:: What is being asked ::
Pick every line out of the entries below that holds the string "rule", and report them.

:: Saved data entries ::
>>>

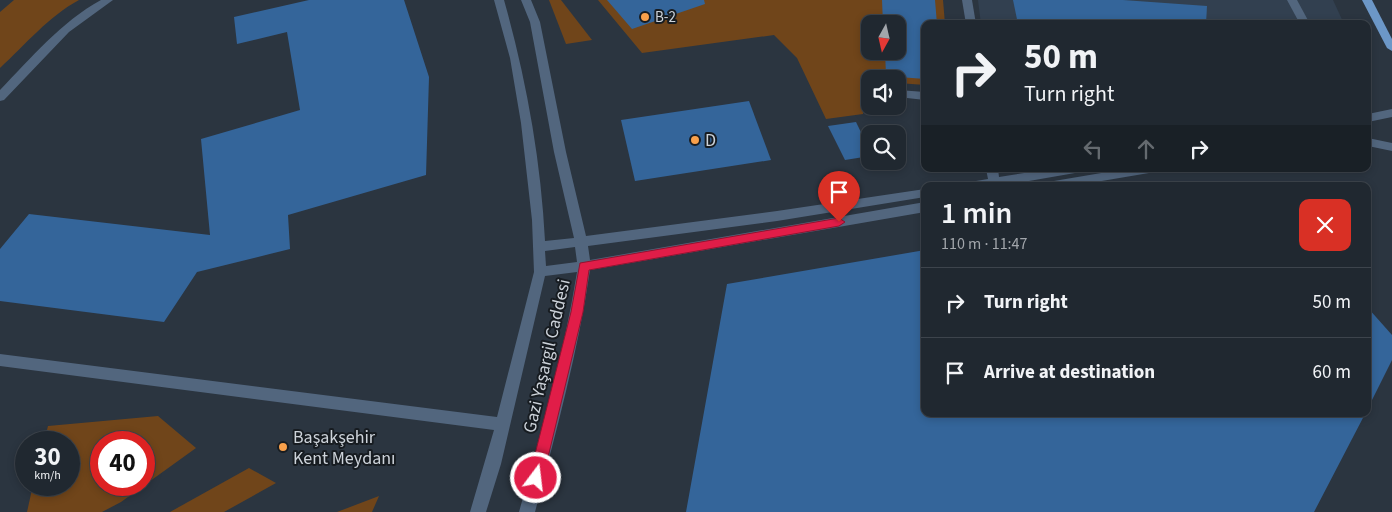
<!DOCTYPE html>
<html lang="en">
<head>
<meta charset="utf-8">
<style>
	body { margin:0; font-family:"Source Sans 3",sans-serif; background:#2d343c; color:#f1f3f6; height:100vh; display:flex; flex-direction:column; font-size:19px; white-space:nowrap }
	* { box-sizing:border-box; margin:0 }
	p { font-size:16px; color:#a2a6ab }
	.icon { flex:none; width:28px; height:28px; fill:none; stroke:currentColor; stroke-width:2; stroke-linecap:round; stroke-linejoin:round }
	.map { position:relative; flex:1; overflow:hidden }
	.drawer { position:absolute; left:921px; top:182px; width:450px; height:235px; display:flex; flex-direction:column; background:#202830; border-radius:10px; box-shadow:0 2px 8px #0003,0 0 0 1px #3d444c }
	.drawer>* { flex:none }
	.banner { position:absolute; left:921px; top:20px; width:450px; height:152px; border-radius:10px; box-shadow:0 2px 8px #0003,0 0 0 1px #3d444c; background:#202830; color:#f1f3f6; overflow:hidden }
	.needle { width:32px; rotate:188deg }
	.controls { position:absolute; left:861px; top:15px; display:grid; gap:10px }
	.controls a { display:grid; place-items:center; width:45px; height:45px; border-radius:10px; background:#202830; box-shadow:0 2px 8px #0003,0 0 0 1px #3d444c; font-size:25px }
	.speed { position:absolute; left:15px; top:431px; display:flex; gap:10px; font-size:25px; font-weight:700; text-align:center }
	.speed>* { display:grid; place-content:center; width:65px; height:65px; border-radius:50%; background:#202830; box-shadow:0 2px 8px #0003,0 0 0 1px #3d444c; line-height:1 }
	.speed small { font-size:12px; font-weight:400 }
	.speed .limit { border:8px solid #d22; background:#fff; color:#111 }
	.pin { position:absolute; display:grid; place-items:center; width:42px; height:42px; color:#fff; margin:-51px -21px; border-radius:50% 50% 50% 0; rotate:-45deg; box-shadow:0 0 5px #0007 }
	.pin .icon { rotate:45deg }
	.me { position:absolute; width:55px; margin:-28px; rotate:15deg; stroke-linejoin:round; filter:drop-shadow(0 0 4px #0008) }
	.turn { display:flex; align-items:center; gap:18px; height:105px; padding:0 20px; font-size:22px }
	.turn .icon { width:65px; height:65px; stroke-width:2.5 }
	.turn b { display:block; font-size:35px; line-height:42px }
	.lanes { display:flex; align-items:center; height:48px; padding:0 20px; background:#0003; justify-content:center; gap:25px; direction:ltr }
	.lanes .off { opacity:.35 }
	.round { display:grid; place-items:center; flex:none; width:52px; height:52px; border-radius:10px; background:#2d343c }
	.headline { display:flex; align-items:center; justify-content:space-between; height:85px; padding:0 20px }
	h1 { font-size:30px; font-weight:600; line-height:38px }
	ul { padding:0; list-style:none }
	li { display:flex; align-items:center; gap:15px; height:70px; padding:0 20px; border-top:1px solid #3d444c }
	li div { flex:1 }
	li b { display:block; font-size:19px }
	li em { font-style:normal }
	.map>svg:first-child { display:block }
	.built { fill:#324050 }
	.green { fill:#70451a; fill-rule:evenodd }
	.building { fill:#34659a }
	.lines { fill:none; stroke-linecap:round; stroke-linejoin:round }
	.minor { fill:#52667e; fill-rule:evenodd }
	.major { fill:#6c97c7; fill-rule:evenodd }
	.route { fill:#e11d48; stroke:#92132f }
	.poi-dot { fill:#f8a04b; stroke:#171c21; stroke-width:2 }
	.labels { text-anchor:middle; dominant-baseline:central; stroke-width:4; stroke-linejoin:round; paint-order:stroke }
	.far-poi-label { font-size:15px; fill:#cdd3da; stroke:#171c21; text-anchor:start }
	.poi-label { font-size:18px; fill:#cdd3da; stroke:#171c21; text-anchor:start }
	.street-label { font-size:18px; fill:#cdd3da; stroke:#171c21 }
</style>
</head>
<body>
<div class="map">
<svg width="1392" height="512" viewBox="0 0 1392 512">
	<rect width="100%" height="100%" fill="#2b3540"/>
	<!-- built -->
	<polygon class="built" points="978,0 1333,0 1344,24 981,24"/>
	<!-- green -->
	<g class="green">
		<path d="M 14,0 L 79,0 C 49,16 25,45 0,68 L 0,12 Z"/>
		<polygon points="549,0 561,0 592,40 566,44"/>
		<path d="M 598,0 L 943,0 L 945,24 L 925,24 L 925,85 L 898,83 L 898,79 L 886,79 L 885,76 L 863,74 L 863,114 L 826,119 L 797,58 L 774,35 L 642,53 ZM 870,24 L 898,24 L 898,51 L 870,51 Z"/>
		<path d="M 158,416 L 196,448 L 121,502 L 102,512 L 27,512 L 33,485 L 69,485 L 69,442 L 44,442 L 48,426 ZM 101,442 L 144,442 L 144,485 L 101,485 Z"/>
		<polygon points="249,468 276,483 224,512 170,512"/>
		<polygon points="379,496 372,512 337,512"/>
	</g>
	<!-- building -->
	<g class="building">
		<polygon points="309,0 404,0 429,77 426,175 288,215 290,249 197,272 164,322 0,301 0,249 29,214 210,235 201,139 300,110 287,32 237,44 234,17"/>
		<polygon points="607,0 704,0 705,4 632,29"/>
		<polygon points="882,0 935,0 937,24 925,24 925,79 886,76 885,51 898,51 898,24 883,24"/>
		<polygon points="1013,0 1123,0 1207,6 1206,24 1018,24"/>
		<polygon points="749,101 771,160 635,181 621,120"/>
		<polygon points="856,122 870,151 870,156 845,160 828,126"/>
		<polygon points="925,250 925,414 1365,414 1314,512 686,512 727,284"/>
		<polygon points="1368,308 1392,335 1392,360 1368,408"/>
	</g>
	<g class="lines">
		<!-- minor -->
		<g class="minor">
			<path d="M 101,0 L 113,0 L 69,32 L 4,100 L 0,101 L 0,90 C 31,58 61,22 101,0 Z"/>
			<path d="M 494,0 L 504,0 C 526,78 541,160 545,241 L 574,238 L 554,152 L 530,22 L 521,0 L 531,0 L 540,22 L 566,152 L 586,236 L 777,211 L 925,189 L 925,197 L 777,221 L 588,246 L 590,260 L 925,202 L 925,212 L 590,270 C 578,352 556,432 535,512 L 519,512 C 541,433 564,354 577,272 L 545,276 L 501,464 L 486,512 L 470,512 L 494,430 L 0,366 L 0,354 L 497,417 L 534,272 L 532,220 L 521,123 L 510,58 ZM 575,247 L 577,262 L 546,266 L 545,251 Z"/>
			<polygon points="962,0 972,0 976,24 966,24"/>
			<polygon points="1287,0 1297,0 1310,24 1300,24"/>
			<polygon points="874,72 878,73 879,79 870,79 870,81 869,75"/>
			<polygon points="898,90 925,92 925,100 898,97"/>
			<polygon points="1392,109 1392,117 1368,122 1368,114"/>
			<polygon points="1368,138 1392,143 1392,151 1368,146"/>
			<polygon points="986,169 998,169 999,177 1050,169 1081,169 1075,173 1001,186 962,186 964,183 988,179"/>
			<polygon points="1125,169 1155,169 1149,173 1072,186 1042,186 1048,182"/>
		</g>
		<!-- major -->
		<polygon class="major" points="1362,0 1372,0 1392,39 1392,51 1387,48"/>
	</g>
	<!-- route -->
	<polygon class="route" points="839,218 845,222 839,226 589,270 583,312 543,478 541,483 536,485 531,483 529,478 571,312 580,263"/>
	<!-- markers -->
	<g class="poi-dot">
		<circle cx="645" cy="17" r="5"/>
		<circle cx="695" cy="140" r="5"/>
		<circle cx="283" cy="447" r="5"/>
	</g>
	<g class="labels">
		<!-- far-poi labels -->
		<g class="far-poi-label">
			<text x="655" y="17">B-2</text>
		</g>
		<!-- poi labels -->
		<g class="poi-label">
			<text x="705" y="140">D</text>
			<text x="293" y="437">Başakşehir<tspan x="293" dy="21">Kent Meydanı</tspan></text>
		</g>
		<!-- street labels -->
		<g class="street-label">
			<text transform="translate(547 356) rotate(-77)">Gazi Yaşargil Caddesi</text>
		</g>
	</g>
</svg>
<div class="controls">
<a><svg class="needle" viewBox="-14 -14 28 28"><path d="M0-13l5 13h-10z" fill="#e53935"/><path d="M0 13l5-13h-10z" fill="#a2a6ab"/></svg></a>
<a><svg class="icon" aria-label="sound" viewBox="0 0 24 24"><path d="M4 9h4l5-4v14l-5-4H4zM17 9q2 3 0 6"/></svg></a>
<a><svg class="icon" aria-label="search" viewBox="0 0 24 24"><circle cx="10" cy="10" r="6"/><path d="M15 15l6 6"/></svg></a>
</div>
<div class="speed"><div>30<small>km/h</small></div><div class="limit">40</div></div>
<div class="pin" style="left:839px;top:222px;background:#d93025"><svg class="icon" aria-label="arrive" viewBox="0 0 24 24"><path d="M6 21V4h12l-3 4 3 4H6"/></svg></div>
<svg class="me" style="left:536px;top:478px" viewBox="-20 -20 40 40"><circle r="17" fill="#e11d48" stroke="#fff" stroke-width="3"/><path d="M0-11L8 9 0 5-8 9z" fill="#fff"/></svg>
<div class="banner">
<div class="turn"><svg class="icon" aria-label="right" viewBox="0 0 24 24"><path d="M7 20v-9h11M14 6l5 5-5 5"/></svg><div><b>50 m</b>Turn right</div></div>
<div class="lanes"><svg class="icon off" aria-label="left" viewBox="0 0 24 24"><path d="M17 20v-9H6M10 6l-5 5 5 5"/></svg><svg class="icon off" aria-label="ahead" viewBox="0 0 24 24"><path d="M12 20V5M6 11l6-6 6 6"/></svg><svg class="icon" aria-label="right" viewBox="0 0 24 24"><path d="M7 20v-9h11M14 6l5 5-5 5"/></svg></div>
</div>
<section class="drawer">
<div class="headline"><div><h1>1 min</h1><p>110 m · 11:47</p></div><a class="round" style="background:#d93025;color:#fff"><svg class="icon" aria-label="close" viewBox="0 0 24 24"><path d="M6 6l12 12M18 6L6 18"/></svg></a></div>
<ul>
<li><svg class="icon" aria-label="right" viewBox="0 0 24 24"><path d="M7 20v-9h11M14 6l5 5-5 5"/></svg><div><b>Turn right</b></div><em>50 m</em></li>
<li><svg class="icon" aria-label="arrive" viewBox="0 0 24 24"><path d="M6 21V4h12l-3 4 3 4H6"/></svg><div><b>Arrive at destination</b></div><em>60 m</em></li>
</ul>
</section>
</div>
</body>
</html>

<<<
>>>

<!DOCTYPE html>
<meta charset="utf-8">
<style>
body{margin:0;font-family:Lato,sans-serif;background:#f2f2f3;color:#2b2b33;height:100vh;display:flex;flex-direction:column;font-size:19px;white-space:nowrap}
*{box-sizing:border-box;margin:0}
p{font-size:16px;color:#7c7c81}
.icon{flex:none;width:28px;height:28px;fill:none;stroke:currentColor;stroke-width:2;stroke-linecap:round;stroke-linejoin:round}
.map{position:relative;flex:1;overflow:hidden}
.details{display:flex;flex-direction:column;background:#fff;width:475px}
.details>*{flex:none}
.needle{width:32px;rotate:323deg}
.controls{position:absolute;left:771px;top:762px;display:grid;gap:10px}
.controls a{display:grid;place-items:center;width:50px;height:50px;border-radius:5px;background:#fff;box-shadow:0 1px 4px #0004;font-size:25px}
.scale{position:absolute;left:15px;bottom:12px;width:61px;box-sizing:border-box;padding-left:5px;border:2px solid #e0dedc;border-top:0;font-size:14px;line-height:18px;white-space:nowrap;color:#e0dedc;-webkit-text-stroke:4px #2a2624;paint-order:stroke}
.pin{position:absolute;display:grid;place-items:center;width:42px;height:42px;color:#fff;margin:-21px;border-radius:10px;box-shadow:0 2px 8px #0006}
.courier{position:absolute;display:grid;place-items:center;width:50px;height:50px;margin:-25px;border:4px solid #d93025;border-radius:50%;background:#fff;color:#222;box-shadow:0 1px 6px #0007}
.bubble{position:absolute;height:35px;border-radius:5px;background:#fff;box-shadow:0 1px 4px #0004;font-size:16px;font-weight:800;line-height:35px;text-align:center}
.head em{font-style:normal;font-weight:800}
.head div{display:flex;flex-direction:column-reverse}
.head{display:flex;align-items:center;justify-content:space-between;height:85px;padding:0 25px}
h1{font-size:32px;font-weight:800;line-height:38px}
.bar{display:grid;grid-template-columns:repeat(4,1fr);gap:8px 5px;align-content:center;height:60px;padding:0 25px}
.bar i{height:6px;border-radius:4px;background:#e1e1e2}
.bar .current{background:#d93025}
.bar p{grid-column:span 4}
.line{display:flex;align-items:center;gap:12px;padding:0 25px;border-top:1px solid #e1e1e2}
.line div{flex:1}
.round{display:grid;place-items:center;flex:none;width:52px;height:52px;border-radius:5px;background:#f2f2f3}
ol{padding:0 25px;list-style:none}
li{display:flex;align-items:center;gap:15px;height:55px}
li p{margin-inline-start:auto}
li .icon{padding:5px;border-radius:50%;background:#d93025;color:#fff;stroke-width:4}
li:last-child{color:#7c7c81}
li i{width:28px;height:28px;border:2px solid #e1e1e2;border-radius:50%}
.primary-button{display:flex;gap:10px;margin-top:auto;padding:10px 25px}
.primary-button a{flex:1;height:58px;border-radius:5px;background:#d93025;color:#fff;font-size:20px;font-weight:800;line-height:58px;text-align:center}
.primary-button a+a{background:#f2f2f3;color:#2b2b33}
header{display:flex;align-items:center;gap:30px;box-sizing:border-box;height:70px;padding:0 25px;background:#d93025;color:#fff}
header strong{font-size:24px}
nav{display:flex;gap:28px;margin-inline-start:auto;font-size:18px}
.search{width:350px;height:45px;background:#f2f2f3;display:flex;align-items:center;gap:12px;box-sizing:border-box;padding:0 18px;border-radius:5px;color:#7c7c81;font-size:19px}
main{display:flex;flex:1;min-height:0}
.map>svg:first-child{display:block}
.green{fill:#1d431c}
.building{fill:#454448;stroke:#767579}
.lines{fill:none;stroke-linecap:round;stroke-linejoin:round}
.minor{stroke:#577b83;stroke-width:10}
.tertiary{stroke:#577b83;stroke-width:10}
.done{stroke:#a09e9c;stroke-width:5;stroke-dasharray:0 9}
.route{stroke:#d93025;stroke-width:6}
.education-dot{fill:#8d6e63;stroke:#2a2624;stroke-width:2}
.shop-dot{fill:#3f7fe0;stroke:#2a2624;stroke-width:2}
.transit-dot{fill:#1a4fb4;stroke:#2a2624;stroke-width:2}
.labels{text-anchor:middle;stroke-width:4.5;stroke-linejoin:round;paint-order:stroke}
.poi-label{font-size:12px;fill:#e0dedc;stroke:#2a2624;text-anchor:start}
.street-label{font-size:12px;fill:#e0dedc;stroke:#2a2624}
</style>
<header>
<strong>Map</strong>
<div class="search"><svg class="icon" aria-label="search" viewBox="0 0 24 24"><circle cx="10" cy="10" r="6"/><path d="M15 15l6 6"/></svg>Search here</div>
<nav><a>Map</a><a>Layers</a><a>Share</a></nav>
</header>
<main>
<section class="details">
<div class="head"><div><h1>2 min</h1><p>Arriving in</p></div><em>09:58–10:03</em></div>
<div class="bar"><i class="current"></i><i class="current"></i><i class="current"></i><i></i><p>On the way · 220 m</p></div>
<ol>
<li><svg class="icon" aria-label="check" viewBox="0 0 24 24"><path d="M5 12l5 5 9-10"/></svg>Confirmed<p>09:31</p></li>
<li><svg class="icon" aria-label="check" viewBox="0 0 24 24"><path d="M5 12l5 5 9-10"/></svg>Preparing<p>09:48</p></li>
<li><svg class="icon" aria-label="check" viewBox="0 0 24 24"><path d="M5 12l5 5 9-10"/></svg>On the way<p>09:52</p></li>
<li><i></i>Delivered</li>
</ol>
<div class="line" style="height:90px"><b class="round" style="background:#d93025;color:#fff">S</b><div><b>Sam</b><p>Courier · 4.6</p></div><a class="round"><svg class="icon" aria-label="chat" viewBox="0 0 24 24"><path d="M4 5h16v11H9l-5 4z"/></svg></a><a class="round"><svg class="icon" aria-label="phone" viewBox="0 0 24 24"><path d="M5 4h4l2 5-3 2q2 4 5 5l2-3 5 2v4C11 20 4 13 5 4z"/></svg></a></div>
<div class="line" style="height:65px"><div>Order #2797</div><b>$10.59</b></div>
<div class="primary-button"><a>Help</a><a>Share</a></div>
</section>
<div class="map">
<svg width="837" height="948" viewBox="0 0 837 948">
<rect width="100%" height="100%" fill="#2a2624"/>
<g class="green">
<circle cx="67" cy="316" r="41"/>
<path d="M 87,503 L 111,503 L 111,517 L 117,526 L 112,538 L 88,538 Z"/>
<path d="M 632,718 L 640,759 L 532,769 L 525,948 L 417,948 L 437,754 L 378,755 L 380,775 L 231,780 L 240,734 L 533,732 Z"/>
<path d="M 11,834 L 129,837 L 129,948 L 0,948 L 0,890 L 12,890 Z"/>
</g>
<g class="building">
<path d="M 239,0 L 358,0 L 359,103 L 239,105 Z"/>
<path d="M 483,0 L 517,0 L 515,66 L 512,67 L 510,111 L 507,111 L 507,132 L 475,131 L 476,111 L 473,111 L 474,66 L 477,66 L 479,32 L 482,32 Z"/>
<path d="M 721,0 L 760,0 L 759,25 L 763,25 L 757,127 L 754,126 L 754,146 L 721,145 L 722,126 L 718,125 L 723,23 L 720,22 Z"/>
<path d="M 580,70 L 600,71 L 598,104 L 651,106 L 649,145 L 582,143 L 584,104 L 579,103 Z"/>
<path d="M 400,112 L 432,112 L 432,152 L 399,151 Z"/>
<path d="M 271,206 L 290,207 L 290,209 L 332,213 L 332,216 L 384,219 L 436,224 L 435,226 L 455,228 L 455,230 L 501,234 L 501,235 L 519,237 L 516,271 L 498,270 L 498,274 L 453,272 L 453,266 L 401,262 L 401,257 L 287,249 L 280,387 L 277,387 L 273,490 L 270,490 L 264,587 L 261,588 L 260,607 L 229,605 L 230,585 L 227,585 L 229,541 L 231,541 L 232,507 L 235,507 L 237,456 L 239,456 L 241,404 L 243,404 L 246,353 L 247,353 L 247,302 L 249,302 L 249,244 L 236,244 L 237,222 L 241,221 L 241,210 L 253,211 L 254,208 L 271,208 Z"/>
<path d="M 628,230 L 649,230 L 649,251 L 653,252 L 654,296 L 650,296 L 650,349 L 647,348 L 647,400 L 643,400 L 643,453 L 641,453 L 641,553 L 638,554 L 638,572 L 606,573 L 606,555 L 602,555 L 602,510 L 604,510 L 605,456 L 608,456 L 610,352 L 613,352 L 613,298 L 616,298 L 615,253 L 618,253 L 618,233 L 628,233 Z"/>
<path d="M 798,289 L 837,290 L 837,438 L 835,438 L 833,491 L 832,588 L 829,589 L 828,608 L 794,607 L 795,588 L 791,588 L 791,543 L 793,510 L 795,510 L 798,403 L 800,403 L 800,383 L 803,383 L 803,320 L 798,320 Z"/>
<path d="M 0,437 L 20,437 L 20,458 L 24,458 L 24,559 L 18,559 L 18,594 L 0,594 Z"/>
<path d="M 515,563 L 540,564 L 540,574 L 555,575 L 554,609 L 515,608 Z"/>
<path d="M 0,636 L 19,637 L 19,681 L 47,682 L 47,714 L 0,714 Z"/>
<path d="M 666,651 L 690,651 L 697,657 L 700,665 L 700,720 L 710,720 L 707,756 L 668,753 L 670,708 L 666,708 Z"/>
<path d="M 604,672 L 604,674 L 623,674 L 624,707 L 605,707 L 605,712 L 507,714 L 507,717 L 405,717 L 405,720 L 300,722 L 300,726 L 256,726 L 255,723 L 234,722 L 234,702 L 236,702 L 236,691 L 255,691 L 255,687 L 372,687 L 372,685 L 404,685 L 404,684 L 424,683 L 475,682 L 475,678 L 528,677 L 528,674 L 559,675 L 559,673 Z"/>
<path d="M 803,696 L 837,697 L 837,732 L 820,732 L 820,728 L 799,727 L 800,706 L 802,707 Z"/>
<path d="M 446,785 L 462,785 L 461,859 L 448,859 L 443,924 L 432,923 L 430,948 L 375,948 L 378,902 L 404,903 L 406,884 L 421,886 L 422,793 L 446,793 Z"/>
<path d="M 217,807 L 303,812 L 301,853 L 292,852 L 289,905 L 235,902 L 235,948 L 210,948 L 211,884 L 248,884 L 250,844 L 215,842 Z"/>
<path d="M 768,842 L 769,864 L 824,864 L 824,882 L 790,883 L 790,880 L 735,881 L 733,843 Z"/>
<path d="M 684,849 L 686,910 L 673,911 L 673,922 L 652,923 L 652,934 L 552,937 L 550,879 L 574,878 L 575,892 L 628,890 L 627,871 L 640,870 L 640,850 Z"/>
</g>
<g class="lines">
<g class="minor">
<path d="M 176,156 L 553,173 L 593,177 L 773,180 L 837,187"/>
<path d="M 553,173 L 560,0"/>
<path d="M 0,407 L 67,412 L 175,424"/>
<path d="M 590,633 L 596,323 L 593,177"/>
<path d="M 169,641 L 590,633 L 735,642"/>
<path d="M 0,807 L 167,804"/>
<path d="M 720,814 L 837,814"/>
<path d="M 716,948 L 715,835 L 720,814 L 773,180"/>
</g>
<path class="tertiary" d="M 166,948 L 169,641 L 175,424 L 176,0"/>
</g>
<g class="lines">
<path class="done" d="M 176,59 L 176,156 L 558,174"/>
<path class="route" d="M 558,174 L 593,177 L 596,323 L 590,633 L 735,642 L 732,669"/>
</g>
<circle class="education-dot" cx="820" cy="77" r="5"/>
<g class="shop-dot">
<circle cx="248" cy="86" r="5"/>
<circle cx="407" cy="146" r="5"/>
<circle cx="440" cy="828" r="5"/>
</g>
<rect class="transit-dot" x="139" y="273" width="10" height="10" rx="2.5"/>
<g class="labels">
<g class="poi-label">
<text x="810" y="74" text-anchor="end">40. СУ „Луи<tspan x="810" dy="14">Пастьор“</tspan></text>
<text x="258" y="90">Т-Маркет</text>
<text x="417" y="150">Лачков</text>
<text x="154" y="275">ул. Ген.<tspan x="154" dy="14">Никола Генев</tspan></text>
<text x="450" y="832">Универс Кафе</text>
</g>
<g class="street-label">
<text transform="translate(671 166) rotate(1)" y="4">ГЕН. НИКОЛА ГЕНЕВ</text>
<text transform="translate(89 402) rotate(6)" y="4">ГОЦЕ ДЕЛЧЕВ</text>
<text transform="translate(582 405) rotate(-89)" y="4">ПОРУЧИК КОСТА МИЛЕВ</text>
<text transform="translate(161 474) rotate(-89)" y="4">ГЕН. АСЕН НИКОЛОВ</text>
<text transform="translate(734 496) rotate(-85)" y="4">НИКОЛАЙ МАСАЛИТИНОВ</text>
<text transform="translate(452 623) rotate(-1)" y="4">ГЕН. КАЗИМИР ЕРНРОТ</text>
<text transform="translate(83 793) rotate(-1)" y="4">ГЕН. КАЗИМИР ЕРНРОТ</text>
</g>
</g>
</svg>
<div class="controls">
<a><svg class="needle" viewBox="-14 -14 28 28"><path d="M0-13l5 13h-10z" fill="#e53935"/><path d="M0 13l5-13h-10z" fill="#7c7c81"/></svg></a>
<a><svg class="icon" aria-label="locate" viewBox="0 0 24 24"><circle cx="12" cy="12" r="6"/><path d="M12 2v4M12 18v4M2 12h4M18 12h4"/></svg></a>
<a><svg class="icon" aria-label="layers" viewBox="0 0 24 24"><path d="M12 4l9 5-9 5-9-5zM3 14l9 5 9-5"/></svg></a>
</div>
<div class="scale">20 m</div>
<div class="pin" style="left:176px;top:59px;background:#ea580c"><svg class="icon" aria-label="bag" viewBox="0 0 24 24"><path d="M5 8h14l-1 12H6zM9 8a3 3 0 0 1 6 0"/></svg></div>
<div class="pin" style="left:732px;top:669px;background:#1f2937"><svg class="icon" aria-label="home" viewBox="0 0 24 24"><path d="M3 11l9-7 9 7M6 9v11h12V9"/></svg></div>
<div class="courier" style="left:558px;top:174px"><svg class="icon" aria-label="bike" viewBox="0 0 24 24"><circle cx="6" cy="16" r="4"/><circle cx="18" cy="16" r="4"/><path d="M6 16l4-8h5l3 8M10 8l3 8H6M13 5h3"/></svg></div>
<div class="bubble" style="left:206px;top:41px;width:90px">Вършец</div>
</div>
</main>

<<<

:: Task answer ::
	.green { fill:#70451a; fill-rule:evenodd }
	.minor { fill:#52667e; fill-rule:evenodd }
	.major { fill:#6c97c7; fill-rule:evenodd }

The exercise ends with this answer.